Giro do Vale / Geral

Polícia prende traficantes que realizavam tele-entrega, e recebiam com auxílio emergencial

Operação Caçador desarticulou grupo que atuava na região Metropolitana

Foto: Divulgação / Polícia Civil

A Polícia Civil descobriu que um grupo de Canoas, na Região Metropolitana, estava estimulando usuários a utilizarem o auxílio emergencial para a aquisição de entorpecentes.

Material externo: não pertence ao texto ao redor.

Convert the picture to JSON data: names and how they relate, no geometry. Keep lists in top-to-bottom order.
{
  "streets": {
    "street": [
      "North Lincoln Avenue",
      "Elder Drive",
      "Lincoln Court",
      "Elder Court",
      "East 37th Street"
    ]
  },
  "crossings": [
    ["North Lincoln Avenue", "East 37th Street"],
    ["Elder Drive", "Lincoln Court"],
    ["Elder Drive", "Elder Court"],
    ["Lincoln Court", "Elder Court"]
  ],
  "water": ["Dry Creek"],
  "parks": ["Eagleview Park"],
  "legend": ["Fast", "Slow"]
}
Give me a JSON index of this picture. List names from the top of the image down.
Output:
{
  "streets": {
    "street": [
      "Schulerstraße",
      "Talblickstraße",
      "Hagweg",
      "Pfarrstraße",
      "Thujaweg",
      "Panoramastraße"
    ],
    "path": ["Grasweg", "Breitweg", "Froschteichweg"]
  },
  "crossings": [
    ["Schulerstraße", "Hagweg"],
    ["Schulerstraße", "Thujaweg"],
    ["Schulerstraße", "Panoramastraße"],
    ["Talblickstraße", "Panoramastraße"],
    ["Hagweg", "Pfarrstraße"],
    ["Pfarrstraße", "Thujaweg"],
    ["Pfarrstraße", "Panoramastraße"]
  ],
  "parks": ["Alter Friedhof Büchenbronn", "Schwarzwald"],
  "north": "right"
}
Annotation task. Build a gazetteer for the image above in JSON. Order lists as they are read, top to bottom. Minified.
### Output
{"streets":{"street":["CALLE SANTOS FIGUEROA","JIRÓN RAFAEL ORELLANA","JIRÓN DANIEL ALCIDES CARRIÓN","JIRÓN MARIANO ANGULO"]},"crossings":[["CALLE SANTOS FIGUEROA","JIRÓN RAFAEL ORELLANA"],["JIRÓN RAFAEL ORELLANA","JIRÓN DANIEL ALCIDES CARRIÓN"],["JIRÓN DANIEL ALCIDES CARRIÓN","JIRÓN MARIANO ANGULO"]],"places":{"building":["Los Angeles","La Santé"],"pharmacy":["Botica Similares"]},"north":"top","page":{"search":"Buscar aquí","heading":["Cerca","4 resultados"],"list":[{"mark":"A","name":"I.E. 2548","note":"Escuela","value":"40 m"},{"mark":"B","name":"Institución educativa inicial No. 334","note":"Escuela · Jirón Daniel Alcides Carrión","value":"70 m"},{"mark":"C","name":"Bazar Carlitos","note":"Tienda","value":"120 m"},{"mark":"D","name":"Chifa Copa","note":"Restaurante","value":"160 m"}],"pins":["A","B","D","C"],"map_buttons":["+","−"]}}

Para isso, parte do benefício dos compradores (criado justamente no período de distanciamento social para ajudar a população mais pobre e os trabalhadores informais), era usado por meio de pagamento de boleto virtual de uma empresa de fachada montada pelos investigados.

A investigação da 3ª Delegacia de Polícia de Canoas identificou três líderes da quadrilha e solicitou a prisão deles à Justiça. Além disso, foram confirmados, por meio de provas como mensagens de textos, boleto virtual e documento da empresa de fachada, o fato de que pelo menos quatro usuários de drogas usaram parte dos R$ 600 dos benefícios concedidos pelo governo federal para compra de cocaína.

Ao todo, 34 agentes cumpriram seis mandados de busca e três de prisão, na operação Caçador, desencadeada na manhã desta terça-feira, dia 26.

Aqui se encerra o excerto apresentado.